I think we've fully got time for maybe 2 more questions. So let's go through this one here. What about to consider adding additional indications in P2?

Not initially. So the Phase II study that I've outlined, and I realize I've given very little detail, but the Phase II study, outlined is going to be focused on 1 or 2 subtypes of soft tissue sarcoma. And that is a regulatory strategy that's designed to get registrational approval. So that can be done in the U.S. It's more difficult to take that approach in Europe. So it is a strategy to make sure that we get to the end of Phase II and get approval for AVA6000 in those selected indications. But clearly, that can then be expanded into other sarcoma subtypes and other indications that we've spoken about in the past. We had a meeting before this where we talked about breast cancer, and that's an obvious one, so we will. And those opportunities may be partnered because studies in breast cancer, as I'm sure you're aware of very large studies and may be something that we would partner rather than do ourselves.

And maybe the final question. Going forward, will the FDA be the lead regulator?

Well, I mean, we obviously keep all our options open. I think everyone is aware that there's delays in the U.K. with the MHRA. So I think it's very likely that the FDA is going to be the lead regulator for a period. Let's hope those delays shorten in the U.K., but we keep all our options open.

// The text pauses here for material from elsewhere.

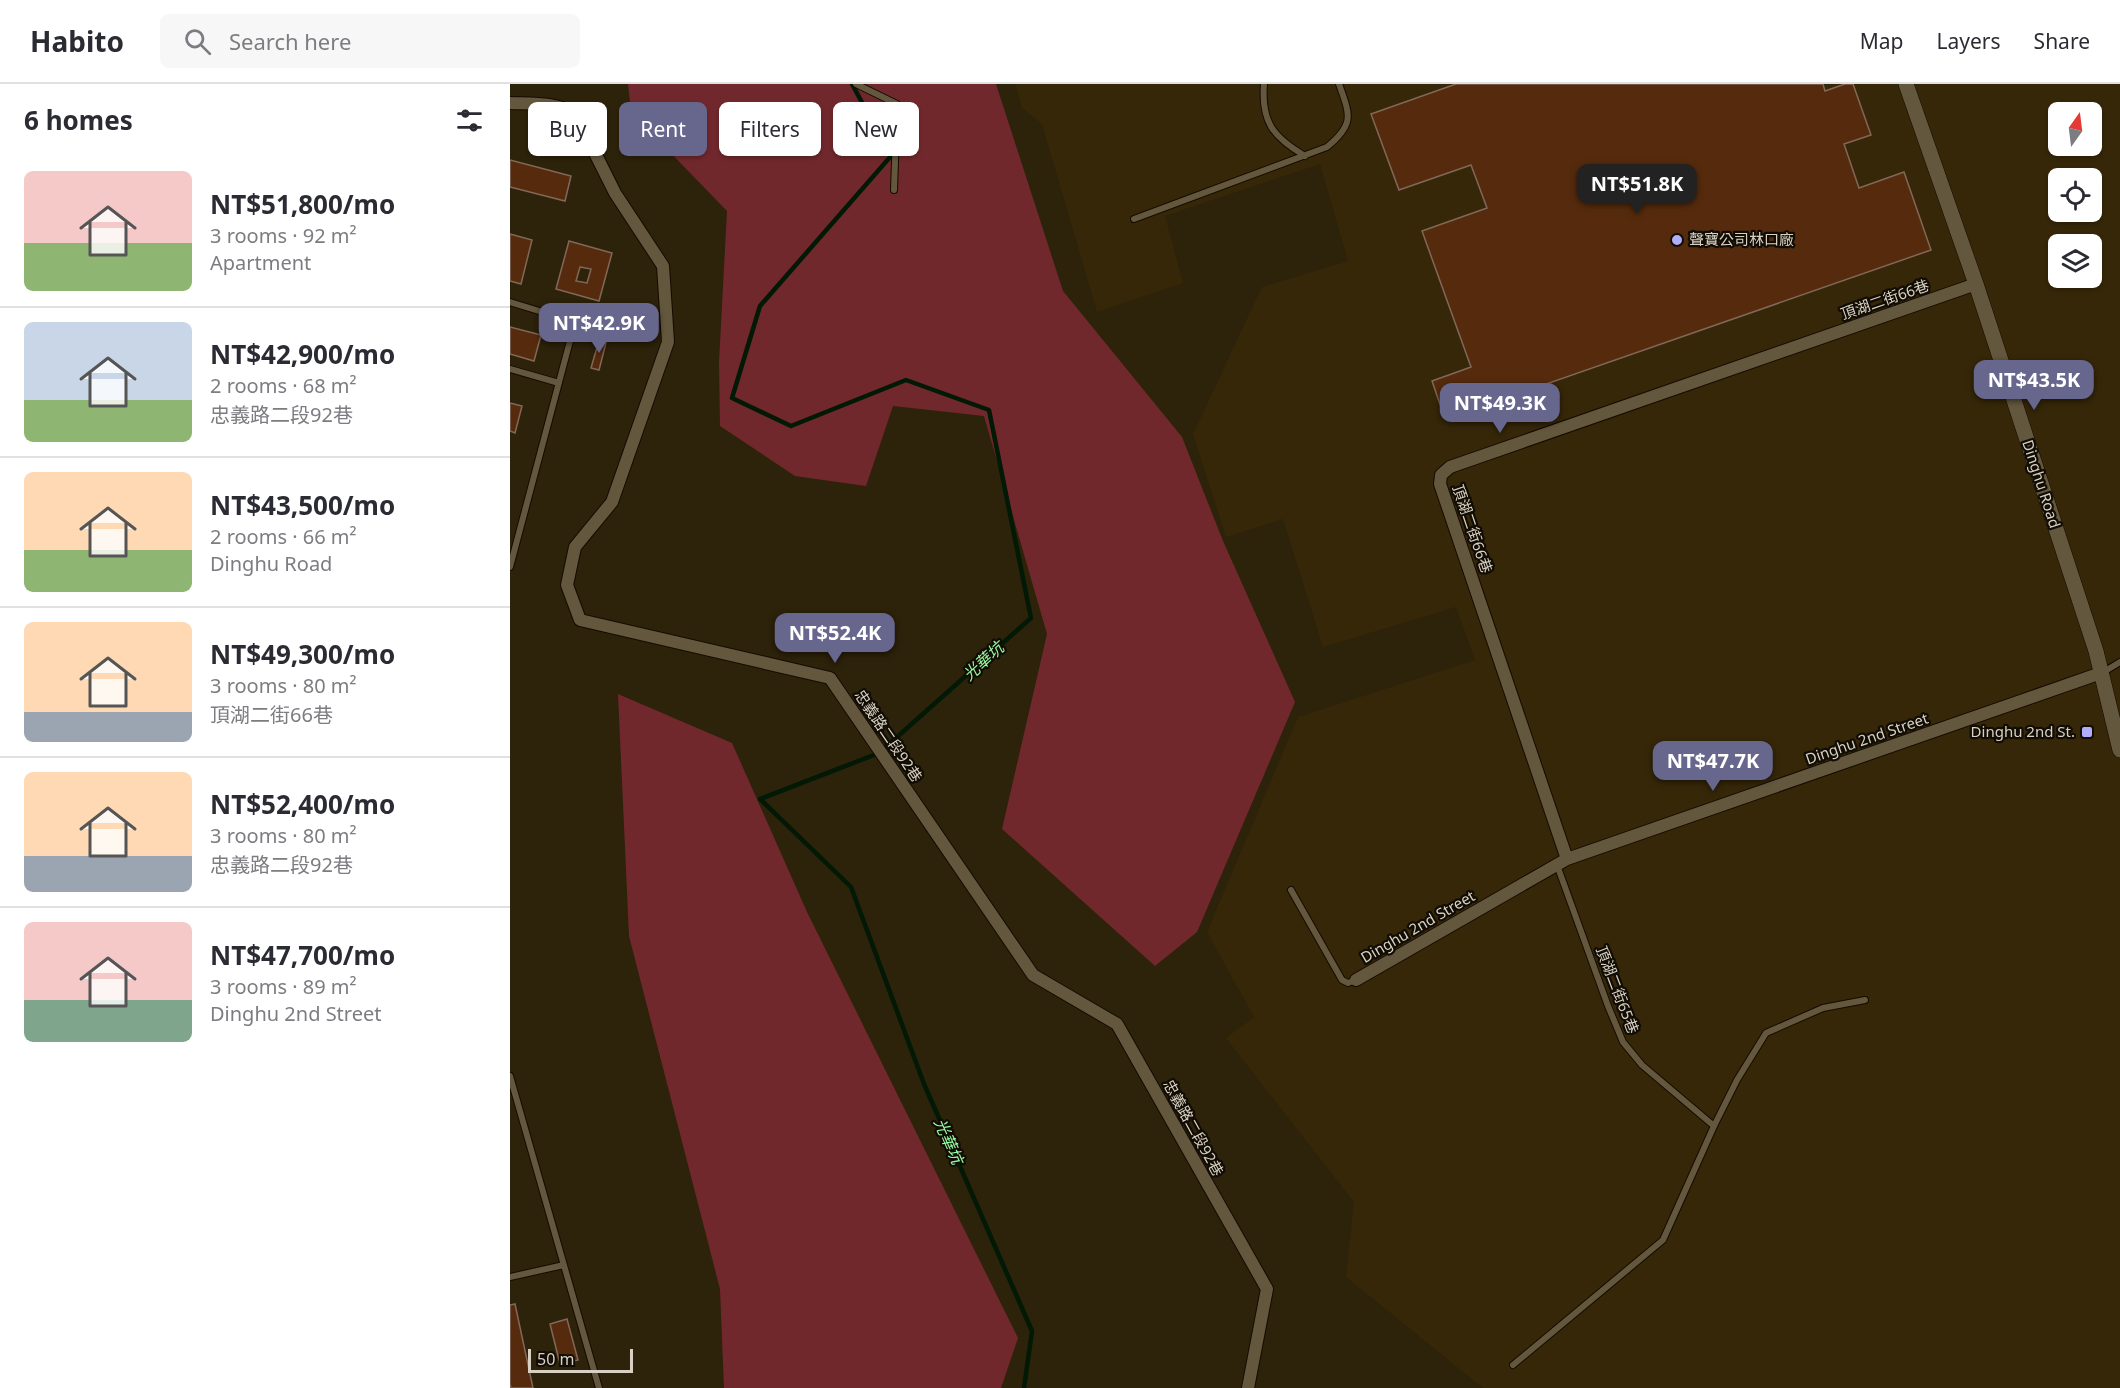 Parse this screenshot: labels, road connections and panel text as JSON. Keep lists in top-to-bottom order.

Perfect. Alistair, Tony, thank you very much that would just hit the [indiscernible]. I think you addressed those questions you can from investors. And of course, the company will review all the questions later today and more public side responses on the Investor Meet Company platform. But just before we direct to investors prior to that feedback, which is particularly important to the company, Alastair, could I just ask you for a few closing comments.

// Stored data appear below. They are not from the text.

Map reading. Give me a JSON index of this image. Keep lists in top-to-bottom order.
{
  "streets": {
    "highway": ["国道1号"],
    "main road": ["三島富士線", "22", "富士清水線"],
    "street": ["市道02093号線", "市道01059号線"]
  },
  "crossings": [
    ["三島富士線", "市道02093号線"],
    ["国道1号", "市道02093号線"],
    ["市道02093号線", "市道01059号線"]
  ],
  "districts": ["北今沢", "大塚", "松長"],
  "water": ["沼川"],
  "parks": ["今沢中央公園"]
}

Yes, sure. Thank you for your time. It's a real pleasure to be talking about such an exciting period in the Therapeutic division's development and the group as a whole. It's been a super 12 months and the last few months as we've seen those efficacy signals is genuinely transformational for the company in many, many ways. So it's a very exciting time to be in the company, hopefully an exciting time to be an investor. We have so much to do. But yes, it's an exciting picture moving forward. So thank you for your time and looking forward to next opportunity to speak here.

Perfect. Alastair, Tony, thank you once again for updating Investors Day. Could I please ask investors not to close this session as you now be automatically redirected to provide your feedback in order management team can better understand your views and expectations. That's going to take a few moments to complete, which I'm sure will be greatly valued by the company. On behalf of the management team of the Avacta Group Plc, we'd like to thank you for attending today's presentation, and good afternoon to you.